(Records excerpted from a collection)
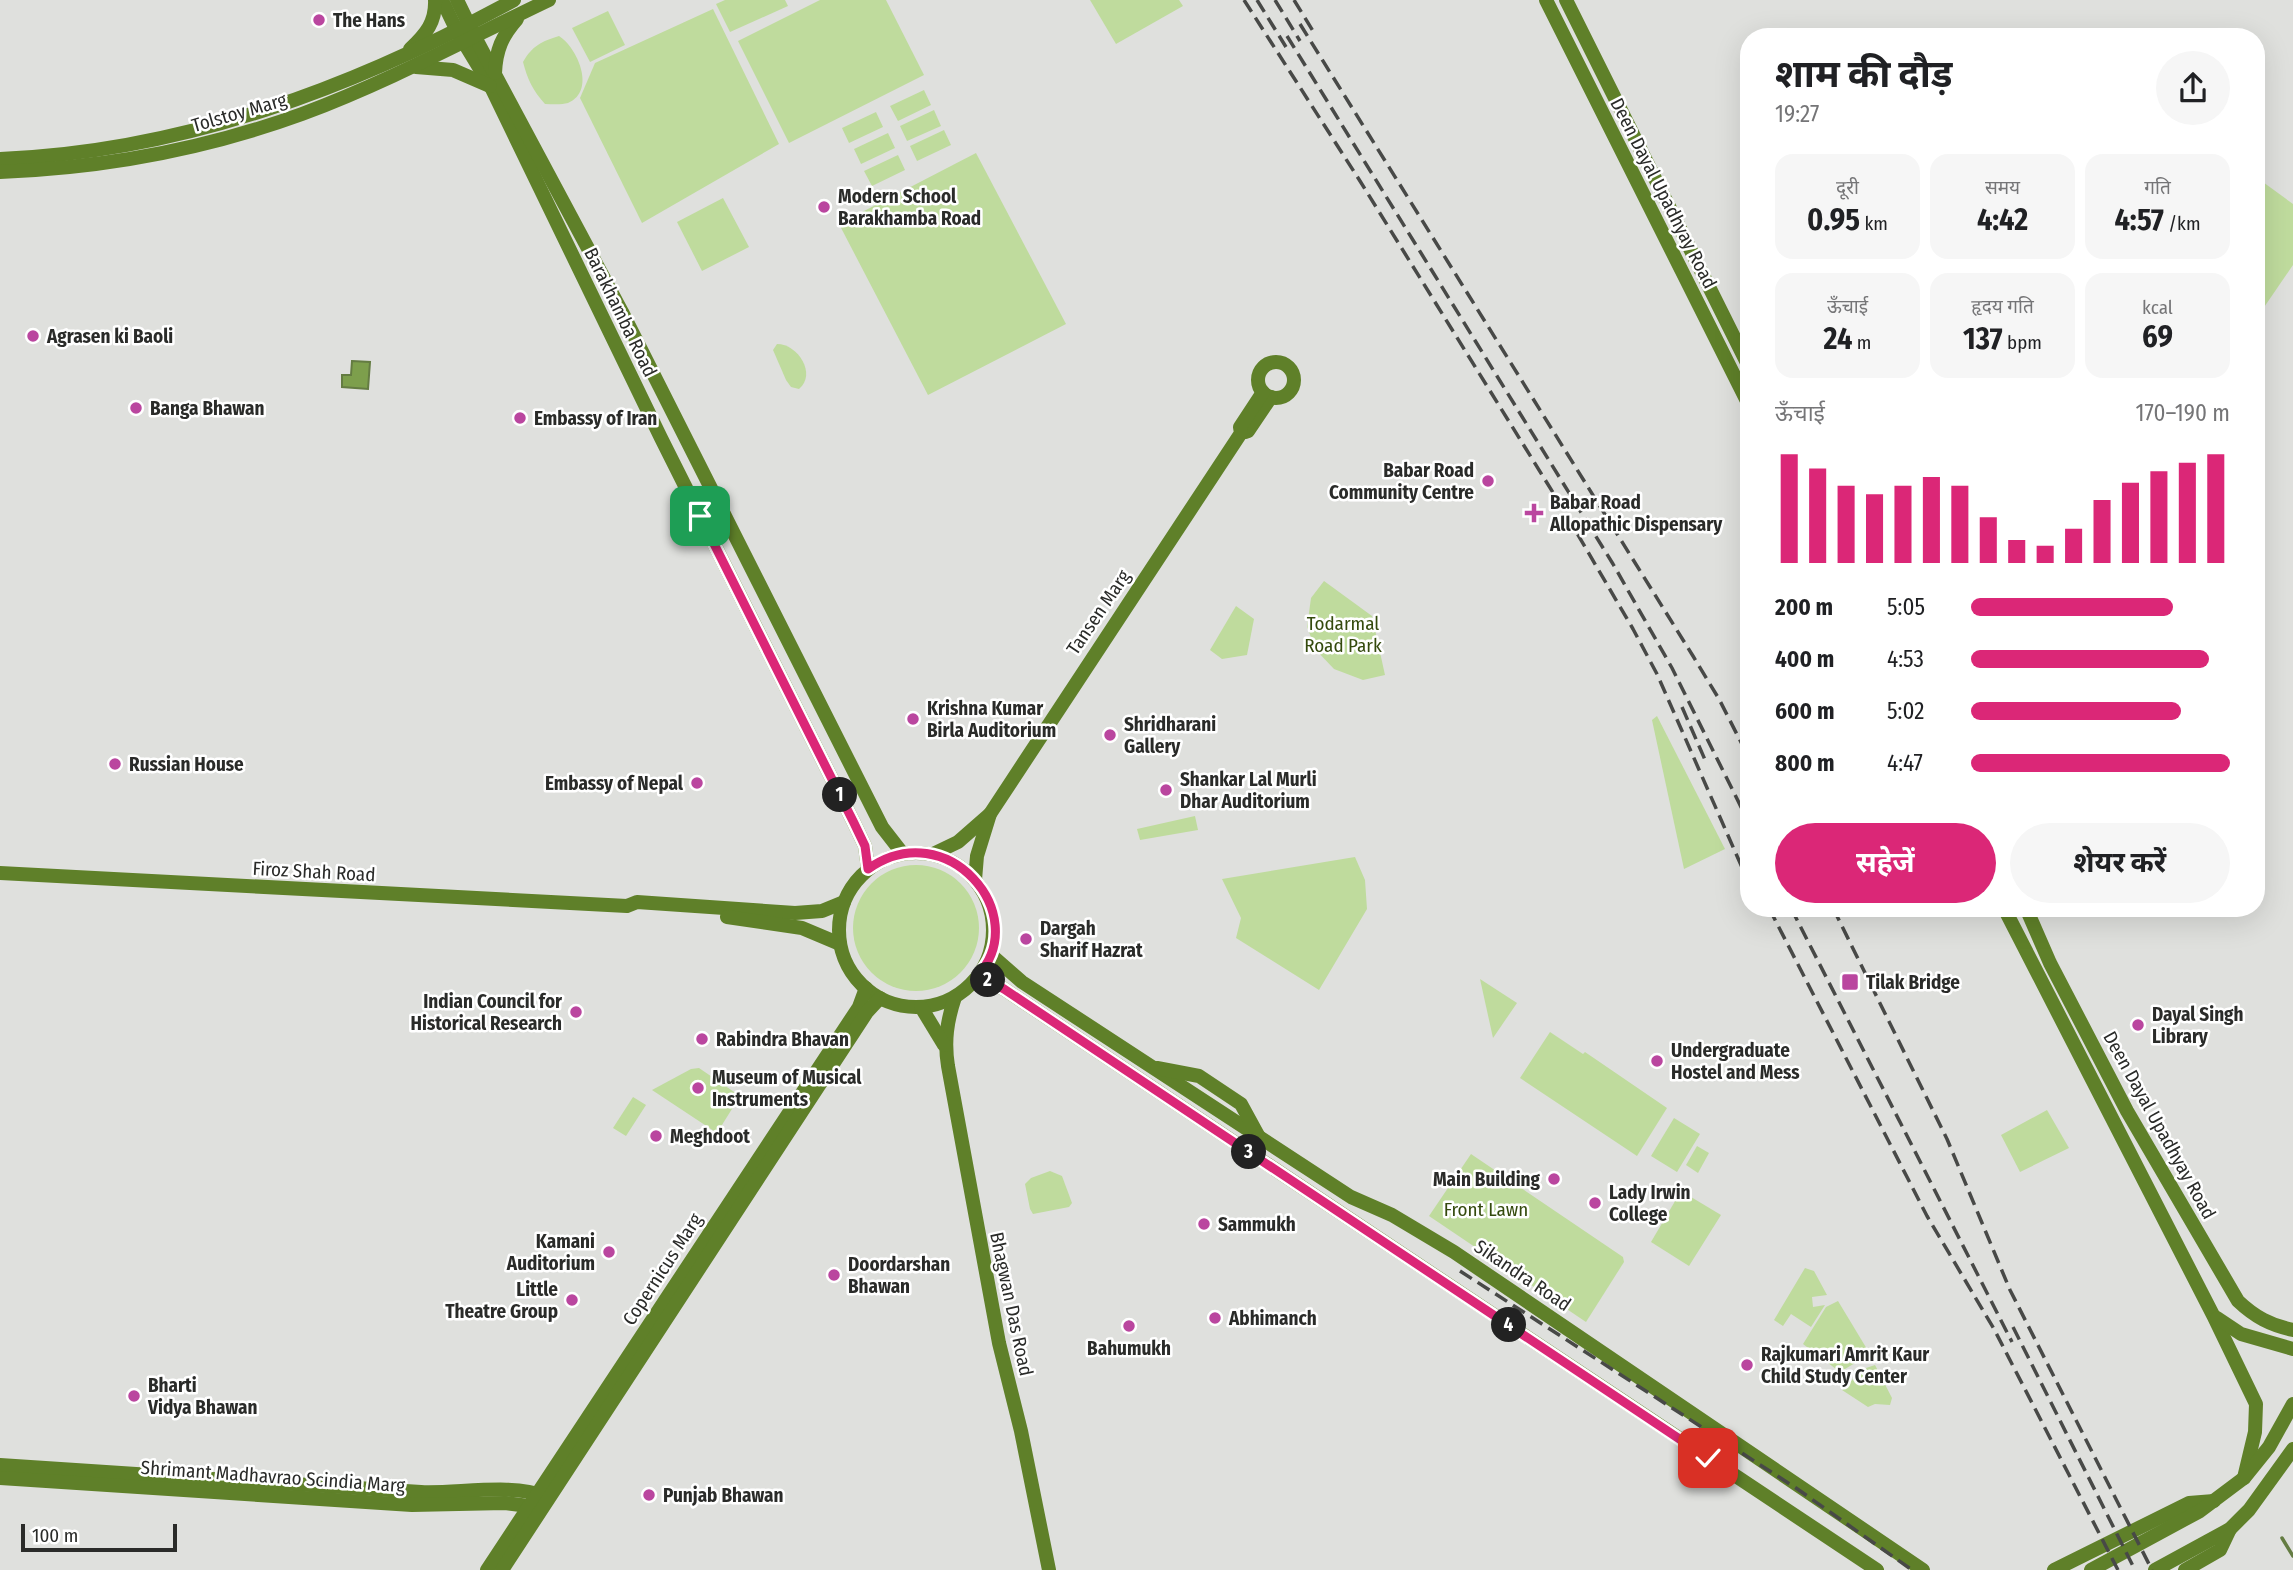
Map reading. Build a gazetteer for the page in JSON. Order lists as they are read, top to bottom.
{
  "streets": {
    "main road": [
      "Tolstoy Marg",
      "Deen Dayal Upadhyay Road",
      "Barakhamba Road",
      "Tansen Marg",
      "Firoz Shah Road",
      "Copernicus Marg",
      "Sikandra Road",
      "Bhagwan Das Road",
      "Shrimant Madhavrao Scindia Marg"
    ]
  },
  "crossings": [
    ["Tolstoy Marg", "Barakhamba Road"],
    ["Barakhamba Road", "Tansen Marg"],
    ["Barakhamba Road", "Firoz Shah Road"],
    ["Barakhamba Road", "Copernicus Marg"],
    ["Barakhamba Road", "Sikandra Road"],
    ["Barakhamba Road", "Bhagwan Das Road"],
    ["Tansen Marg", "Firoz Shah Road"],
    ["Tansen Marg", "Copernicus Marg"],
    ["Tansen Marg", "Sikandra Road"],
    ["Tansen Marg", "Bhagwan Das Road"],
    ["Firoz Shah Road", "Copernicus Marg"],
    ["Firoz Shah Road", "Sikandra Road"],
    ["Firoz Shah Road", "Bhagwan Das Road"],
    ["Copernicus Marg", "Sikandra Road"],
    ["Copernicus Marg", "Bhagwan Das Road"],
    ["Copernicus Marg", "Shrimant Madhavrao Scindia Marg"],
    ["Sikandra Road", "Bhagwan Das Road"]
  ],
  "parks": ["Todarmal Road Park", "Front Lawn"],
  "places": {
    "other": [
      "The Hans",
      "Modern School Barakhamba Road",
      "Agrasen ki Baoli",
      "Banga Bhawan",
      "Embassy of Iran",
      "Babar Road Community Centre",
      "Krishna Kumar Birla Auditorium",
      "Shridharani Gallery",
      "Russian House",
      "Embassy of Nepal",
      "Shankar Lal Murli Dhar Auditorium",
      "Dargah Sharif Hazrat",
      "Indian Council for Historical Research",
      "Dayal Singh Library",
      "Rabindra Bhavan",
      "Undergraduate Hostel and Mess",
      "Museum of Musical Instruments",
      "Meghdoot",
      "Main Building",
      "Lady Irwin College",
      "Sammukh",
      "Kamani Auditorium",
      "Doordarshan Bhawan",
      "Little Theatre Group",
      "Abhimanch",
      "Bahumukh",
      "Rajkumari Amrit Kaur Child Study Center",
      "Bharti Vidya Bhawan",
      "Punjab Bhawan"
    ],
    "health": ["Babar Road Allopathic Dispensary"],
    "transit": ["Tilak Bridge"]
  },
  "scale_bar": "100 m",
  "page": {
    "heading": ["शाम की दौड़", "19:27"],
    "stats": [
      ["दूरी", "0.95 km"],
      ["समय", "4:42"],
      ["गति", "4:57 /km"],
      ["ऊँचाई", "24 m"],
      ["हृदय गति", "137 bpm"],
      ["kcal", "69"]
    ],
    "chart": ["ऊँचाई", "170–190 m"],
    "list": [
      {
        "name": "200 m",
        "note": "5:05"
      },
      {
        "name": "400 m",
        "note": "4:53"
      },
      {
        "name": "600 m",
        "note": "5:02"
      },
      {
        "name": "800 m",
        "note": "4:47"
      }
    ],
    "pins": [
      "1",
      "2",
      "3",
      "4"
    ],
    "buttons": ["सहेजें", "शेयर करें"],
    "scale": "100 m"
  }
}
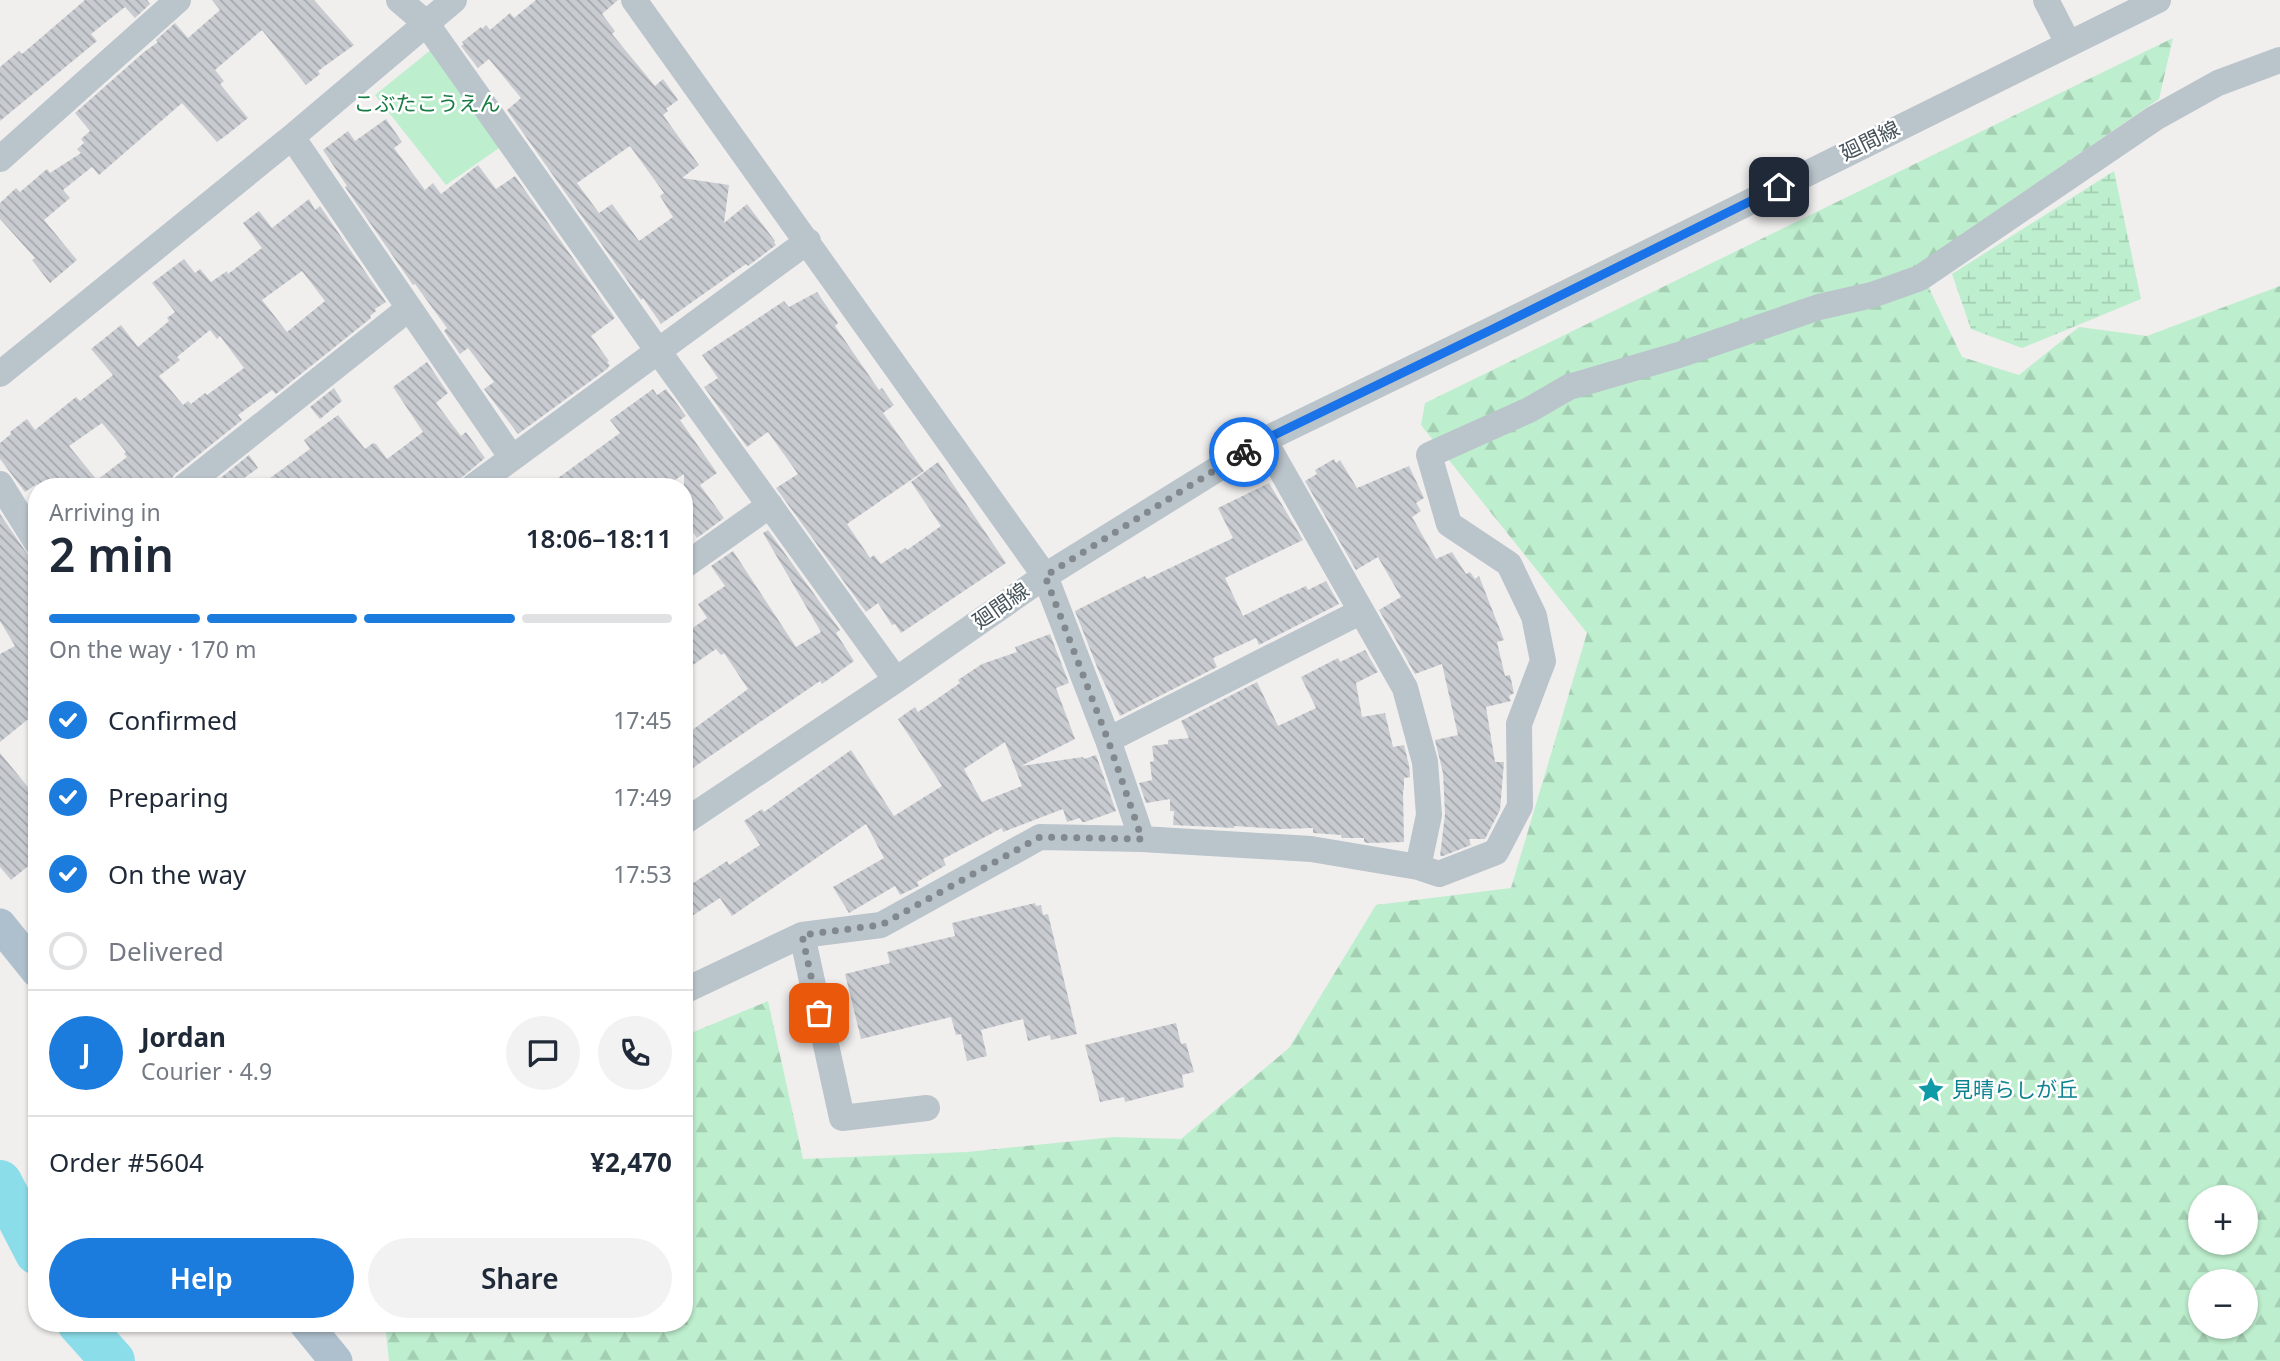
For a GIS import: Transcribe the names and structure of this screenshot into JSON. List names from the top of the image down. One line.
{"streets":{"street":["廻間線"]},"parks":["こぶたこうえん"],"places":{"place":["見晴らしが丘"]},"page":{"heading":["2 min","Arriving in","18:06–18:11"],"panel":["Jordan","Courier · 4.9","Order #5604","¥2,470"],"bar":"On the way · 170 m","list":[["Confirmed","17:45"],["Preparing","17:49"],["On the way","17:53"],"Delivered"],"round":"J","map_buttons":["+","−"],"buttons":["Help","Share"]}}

◆ EXERCISE: Return each line from the entries above that includes "heading".

◆ RESULT OF THIS EXERCISE:
    "heading": ["शाम की दौड़", "19:27"],
{"streets":{"street":["廻間線"]},"parks":["こぶたこうえん"],"places":{"place":["見晴らしが丘"]},"page":{"heading":["2 min","Arriving in","18:06–18:11"],"panel":["Jordan","Courier · 4.9","Order #5604","¥2,470"],"bar":"On the way · 170 m","list":[["Confirmed","17:45"],["Preparing","17:49"],["On the way","17:53"],"Delivered"],"round":"J","map_buttons":["+","−"],"buttons":["Help","Share"]}}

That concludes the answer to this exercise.